-- Task description --
Copy the lines below verbatim. Begin with the first and end with the line containing "function stroke(path, color, width, dash)".

-- Exercise input --

= Beginning of Section =

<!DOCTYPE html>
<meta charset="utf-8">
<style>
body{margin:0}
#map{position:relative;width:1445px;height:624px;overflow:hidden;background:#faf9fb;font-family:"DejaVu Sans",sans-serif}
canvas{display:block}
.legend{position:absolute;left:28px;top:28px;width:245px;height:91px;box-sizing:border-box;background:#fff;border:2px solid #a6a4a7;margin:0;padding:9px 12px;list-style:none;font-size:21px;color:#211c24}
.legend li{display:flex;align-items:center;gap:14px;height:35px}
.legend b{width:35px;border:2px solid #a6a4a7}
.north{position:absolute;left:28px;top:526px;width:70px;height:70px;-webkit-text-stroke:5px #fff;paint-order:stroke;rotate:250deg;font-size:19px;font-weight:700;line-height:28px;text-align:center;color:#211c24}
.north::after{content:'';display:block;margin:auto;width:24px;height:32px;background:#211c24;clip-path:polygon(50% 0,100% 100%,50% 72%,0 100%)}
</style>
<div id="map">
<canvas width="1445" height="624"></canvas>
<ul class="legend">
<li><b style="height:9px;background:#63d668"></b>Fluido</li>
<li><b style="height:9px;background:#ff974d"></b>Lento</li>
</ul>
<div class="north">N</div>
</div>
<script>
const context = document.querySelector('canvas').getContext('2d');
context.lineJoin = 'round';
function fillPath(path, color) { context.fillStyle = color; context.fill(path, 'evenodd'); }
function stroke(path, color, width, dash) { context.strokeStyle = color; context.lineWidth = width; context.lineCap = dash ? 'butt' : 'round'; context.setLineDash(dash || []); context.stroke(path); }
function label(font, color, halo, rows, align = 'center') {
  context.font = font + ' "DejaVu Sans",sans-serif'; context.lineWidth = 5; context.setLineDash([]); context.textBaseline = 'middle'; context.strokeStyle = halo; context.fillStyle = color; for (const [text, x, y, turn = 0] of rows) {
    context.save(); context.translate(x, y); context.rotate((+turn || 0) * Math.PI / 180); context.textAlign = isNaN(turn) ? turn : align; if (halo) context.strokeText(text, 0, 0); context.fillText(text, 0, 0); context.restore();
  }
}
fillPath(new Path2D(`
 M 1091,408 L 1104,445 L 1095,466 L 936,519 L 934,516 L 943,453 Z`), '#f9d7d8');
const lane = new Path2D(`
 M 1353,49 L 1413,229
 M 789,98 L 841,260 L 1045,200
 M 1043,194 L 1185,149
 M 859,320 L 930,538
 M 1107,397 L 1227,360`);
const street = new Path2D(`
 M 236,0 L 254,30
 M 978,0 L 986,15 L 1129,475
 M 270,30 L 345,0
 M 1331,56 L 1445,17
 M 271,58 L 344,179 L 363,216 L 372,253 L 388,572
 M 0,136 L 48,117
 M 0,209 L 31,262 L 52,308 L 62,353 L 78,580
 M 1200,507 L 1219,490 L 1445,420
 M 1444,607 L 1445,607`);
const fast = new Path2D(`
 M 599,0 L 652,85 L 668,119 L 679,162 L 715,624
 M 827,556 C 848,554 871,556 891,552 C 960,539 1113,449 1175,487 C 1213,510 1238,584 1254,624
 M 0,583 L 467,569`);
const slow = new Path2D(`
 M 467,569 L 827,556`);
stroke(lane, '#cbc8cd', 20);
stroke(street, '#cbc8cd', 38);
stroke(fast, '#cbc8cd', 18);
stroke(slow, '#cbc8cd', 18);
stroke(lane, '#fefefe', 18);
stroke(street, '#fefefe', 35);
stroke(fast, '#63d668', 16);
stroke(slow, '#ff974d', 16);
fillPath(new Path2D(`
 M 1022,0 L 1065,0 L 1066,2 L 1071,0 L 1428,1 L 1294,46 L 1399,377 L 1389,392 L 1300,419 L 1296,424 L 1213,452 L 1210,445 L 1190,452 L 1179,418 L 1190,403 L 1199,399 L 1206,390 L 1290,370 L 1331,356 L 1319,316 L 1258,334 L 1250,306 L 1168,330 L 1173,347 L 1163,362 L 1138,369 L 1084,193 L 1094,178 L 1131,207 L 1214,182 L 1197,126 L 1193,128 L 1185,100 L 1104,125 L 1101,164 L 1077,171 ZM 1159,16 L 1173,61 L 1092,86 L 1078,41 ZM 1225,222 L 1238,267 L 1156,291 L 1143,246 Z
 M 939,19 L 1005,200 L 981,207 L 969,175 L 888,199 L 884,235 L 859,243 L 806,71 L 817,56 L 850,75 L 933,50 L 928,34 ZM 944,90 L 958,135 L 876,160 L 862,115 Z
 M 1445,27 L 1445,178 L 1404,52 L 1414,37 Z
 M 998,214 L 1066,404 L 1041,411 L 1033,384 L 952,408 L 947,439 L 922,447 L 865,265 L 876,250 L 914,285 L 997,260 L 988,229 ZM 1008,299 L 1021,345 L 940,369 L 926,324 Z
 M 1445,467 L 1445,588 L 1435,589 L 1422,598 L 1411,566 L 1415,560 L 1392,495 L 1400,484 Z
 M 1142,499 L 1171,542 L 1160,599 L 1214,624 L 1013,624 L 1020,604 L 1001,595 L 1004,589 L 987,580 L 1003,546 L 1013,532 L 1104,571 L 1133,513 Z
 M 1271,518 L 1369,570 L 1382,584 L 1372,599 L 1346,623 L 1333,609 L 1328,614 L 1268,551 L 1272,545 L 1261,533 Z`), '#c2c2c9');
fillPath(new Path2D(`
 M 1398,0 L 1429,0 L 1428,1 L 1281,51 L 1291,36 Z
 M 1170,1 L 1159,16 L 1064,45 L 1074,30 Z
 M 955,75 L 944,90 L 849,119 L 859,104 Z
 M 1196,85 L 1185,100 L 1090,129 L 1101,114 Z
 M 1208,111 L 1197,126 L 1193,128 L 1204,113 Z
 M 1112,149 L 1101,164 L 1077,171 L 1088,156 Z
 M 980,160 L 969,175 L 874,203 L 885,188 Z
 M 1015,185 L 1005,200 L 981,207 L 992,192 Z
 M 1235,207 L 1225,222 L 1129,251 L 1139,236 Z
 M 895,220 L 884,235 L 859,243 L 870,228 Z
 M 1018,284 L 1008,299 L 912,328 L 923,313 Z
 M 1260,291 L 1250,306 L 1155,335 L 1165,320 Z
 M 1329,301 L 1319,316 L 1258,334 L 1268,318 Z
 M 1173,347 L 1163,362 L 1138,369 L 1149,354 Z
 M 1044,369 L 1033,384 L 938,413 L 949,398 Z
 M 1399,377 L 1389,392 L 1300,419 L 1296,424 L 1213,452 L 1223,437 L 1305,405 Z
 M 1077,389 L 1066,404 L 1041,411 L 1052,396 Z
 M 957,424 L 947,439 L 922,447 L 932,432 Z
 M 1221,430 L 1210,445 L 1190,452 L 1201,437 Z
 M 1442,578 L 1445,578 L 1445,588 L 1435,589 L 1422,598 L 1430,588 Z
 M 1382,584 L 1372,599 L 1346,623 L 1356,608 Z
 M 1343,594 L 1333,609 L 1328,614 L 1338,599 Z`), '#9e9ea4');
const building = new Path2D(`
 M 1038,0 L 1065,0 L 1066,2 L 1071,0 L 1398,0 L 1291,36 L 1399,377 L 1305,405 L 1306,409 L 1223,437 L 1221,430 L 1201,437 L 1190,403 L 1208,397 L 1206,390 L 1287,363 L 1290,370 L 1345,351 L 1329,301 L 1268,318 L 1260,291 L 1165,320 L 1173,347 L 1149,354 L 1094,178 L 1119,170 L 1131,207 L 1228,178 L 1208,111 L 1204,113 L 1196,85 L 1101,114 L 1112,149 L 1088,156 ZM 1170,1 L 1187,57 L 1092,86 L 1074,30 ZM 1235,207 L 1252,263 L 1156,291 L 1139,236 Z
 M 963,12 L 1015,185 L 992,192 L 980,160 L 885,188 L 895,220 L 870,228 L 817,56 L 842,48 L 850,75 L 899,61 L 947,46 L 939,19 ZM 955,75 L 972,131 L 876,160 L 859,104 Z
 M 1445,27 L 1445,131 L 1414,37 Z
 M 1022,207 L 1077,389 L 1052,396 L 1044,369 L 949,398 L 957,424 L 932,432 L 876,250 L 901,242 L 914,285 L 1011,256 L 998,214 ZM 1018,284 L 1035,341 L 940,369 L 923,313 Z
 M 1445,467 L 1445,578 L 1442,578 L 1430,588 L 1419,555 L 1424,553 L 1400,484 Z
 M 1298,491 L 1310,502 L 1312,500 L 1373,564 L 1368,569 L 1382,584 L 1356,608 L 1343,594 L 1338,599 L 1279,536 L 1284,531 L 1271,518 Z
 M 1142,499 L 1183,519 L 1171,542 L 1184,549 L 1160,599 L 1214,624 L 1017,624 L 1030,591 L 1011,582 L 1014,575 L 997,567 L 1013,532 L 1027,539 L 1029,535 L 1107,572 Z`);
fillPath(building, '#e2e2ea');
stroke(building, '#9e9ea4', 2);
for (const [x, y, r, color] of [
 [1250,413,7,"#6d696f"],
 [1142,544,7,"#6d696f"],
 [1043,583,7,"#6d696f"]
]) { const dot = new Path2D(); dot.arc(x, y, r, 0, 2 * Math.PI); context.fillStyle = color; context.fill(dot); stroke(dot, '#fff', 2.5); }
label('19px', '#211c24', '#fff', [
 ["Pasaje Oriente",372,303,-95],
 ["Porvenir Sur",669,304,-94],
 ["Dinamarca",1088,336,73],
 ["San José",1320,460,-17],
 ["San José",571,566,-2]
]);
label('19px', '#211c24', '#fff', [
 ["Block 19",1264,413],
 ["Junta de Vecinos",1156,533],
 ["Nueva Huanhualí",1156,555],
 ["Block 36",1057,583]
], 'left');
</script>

= End of Section =

-- Finished exercise --
<!DOCTYPE html>
<meta charset="utf-8">
<style>
body{margin:0}
#map{position:relative;width:1445px;height:624px;overflow:hidden;background:#faf9fb;font-family:"DejaVu Sans",sans-serif}
canvas{display:block}
.legend{position:absolute;left:28px;top:28px;width:245px;height:91px;box-sizing:border-box;background:#fff;border:2px solid #a6a4a7;margin:0;padding:9px 12px;list-style:none;font-size:21px;color:#211c24}
.legend li{display:flex;align-items:center;gap:14px;height:35px}
.legend b{width:35px;border:2px solid #a6a4a7}
.north{position:absolute;left:28px;top:526px;width:70px;height:70px;-webkit-text-stroke:5px #fff;paint-order:stroke;rotate:250deg;font-size:19px;font-weight:700;line-height:28px;text-align:center;color:#211c24}
.north::after{content:'';display:block;margin:auto;width:24px;height:32px;background:#211c24;clip-path:polygon(50% 0,100% 100%,50% 72%,0 100%)}
</style>
<div id="map">
<canvas width="1445" height="624"></canvas>
<ul class="legend">
<li><b style="height:9px;background:#63d668"></b>Fluido</li>
<li><b style="height:9px;background:#ff974d"></b>Lento</li>
</ul>
<div class="north">N</div>
</div>
<script>
const context = document.querySelector('canvas').getContext('2d');
context.lineJoin = 'round';
function fillPath(path, color) { context.fillStyle = color; context.fill(path, 'evenodd'); }
function stroke(path, color, width, dash) { context.strokeStyle = color; context.lineWidth = width; context.lineCap = dash ? 'butt' : 'round'; context.setLineDash(dash || []); context.stroke(path); }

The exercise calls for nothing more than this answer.